• What is expected
Pull every line containing "color" out of the listing below.

• Data
Segment Open
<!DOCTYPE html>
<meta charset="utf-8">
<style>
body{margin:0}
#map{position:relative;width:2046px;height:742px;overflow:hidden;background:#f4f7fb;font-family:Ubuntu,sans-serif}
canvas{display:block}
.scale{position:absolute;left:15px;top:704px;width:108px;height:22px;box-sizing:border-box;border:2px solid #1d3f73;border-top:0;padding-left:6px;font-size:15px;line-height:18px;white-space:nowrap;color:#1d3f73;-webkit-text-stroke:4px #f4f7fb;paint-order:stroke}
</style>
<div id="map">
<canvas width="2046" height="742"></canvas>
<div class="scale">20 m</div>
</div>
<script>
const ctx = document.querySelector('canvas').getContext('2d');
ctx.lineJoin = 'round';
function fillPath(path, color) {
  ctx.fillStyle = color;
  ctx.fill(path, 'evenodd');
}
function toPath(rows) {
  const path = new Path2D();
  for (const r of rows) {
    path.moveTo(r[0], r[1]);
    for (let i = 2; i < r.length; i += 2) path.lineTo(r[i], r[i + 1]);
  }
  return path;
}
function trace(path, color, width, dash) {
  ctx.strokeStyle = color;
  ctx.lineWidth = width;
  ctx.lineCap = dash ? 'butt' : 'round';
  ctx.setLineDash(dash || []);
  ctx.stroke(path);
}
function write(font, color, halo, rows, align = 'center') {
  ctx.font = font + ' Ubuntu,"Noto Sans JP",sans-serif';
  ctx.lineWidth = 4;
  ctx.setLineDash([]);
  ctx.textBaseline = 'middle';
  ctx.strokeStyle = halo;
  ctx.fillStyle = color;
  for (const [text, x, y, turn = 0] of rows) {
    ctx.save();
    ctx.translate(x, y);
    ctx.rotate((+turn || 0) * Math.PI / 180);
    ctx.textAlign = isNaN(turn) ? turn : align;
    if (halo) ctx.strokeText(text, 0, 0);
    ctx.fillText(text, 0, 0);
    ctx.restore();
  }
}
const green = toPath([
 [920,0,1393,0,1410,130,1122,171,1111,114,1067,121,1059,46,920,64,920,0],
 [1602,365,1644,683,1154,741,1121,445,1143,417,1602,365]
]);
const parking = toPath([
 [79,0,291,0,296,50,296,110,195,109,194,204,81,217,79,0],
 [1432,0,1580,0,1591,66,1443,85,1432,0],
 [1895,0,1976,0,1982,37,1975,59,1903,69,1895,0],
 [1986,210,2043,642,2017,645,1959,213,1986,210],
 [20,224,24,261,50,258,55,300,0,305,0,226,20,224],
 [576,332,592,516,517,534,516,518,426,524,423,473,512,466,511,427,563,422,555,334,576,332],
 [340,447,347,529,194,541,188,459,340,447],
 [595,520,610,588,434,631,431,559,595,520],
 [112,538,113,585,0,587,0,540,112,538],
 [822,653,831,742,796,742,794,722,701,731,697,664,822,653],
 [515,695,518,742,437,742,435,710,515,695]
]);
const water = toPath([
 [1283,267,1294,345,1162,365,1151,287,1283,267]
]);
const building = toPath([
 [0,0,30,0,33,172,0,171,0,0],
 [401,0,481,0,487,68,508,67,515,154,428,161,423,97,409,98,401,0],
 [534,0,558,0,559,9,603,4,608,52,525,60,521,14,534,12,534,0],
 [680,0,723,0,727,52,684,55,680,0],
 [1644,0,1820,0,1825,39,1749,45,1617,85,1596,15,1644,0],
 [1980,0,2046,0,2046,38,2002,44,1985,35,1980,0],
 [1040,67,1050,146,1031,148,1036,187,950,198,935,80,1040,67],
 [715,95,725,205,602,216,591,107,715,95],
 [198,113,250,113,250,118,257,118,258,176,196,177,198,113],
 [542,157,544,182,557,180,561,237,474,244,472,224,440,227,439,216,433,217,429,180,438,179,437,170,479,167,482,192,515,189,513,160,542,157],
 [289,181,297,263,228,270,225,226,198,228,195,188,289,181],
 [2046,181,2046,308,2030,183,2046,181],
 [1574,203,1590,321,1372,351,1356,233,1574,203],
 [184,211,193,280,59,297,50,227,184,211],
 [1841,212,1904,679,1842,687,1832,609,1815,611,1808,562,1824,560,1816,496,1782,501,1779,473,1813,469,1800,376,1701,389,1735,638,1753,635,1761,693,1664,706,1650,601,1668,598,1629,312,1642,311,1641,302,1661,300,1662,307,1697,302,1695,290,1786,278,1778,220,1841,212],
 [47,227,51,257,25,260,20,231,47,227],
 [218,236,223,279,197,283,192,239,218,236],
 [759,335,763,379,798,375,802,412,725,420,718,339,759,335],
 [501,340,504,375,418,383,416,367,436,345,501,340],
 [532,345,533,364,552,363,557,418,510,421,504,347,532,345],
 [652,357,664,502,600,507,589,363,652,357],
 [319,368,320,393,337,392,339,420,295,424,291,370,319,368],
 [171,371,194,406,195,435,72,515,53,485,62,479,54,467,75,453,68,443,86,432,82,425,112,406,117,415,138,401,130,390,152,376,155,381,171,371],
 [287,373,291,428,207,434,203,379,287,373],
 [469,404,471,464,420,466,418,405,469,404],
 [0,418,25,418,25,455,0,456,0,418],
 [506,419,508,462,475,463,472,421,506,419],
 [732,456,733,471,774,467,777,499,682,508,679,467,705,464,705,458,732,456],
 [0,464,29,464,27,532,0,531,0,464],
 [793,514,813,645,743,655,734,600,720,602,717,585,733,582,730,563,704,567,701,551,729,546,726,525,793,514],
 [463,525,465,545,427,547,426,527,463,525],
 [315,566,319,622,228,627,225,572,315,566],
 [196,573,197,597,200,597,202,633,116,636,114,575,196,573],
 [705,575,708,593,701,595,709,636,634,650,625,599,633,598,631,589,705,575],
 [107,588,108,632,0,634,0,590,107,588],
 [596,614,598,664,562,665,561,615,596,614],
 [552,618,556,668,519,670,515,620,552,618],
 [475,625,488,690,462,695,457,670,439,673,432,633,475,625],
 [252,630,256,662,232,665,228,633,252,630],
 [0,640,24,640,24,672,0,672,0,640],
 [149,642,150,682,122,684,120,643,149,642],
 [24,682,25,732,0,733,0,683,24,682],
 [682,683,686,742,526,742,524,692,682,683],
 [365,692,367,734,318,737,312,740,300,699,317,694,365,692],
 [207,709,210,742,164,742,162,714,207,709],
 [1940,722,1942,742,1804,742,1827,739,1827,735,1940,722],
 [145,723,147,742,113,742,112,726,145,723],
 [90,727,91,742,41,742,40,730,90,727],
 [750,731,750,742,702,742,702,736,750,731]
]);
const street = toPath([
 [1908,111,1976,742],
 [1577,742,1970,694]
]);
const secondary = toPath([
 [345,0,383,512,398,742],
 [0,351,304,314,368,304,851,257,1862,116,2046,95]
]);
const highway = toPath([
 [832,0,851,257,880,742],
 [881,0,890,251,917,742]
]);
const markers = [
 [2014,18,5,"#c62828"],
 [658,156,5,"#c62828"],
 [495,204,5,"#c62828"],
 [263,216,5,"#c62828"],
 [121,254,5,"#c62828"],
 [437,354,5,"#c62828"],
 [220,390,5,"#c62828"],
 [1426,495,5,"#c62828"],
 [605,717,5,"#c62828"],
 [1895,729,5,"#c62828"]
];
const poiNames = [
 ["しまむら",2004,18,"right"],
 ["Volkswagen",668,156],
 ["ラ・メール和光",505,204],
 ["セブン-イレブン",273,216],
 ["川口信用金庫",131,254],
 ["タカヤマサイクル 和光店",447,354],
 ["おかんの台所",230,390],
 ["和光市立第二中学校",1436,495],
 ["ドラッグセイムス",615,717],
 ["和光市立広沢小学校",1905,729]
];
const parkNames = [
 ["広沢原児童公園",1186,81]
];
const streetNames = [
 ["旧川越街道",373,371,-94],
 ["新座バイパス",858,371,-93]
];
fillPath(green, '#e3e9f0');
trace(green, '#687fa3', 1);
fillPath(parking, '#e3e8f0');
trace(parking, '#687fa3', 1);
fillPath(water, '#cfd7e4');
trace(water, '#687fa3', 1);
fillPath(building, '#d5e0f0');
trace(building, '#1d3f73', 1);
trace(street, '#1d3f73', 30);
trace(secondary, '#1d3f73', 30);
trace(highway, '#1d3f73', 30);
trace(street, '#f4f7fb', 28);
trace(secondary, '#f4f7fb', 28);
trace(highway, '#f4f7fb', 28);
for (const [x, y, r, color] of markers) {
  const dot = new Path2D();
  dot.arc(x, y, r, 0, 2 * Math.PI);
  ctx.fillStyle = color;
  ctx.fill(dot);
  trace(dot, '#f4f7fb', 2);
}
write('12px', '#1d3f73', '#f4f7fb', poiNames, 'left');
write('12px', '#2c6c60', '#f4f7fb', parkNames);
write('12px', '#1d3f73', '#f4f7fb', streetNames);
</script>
Segment Closed
• Exercise solution
.scale{position:absolute;left:15px;top:704px;width:108px;height:22px;box-sizing:border-box;border:2px solid #1d3f73;border-top:0;padding-left:6px;font-size:15px;line-height:18px;white-space:nowrap;color:#1d3f73;-webkit-text-stroke:4px #f4f7fb;paint-order:stroke}
function fillPath(path, color) {
  ctx.fillStyle = color;
function trace(path, color, width, dash) {
  ctx.strokeStyle = color;
function write(font, color, halo, rows, align = 'center') {
  ctx.fillStyle = color;
for (const [x, y, r, color] of markers) {
  ctx.fillStyle = color;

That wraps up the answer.